> Task objective:
From the first line to the last, print the records exactly.

Stored data
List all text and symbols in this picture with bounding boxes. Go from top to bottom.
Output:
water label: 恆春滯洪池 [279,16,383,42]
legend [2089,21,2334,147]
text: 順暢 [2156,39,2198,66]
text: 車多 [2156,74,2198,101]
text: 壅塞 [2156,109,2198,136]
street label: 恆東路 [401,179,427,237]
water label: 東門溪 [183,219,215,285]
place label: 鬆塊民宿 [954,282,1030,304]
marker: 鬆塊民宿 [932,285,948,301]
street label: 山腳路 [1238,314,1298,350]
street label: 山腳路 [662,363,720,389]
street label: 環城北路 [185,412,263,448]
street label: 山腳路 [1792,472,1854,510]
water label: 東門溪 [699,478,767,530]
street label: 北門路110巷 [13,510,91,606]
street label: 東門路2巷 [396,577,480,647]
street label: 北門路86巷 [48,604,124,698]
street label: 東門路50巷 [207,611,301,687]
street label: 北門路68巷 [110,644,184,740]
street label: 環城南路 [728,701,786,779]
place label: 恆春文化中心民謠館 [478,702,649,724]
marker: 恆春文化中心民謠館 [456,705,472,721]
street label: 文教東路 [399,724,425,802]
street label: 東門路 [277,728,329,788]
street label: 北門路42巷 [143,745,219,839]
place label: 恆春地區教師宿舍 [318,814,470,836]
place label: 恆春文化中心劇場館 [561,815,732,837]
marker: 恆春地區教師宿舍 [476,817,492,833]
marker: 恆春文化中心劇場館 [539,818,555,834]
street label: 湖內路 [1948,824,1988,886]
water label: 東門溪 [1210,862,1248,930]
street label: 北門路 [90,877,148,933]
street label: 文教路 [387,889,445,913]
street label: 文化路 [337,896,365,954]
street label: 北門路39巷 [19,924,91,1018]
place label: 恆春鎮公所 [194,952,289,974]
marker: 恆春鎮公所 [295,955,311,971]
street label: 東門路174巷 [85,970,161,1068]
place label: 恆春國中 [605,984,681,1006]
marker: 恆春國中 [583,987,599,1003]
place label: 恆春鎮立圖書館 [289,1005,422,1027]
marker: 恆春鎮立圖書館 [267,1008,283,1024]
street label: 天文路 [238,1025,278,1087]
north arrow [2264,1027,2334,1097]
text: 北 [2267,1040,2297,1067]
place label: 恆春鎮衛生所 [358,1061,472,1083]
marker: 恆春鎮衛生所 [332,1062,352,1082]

> Exercise output:
List all text and symbols in this picture with bounding boxes. Go from top to bottom.
Output:
water label: 恆春滯洪池 [279,16,383,42]
legend [2089,21,2334,147]
text: 順暢 [2156,39,2198,66]
text: 車多 [2156,74,2198,101]
text: 壅塞 [2156,109,2198,136]
street label: 恆東路 [401,179,427,237]
water label: 東門溪 [183,219,215,285]
place label: 鬆塊民宿 [954,282,1030,304]
marker: 鬆塊民宿 [932,285,948,301]
street label: 山腳路 [1238,314,1298,350]
street label: 山腳路 [662,363,720,389]
street label: 環城北路 [185,412,263,448]
street label: 山腳路 [1792,472,1854,510]
water label: 東門溪 [699,478,767,530]
street label: 北門路110巷 [13,510,91,606]
street label: 東門路2巷 [396,577,480,647]
street label: 北門路86巷 [48,604,124,698]
street label: 東門路50巷 [207,611,301,687]
street label: 北門路68巷 [110,644,184,740]
street label: 環城南路 [728,701,786,779]
place label: 恆春文化中心民謠館 [478,702,649,724]
marker: 恆春文化中心民謠館 [456,705,472,721]
street label: 文教東路 [399,724,425,802]
street label: 東門路 [277,728,329,788]
street label: 北門路42巷 [143,745,219,839]
place label: 恆春地區教師宿舍 [318,814,470,836]
place label: 恆春文化中心劇場館 [561,815,732,837]
marker: 恆春地區教師宿舍 [476,817,492,833]
marker: 恆春文化中心劇場館 [539,818,555,834]
street label: 湖內路 [1948,824,1988,886]
water label: 東門溪 [1210,862,1248,930]
street label: 北門路 [90,877,148,933]
street label: 文教路 [387,889,445,913]
street label: 文化路 [337,896,365,954]
street label: 北門路39巷 [19,924,91,1018]
place label: 恆春鎮公所 [194,952,289,974]
marker: 恆春鎮公所 [295,955,311,971]
street label: 東門路174巷 [85,970,161,1068]
place label: 恆春國中 [605,984,681,1006]
marker: 恆春國中 [583,987,599,1003]
place label: 恆春鎮立圖書館 [289,1005,422,1027]
marker: 恆春鎮立圖書館 [267,1008,283,1024]
street label: 天文路 [238,1025,278,1087]
north arrow [2264,1027,2334,1097]
text: 北 [2267,1040,2297,1067]
place label: 恆春鎮衛生所 [358,1061,472,1083]
marker: 恆春鎮衛生所 [332,1062,352,1082]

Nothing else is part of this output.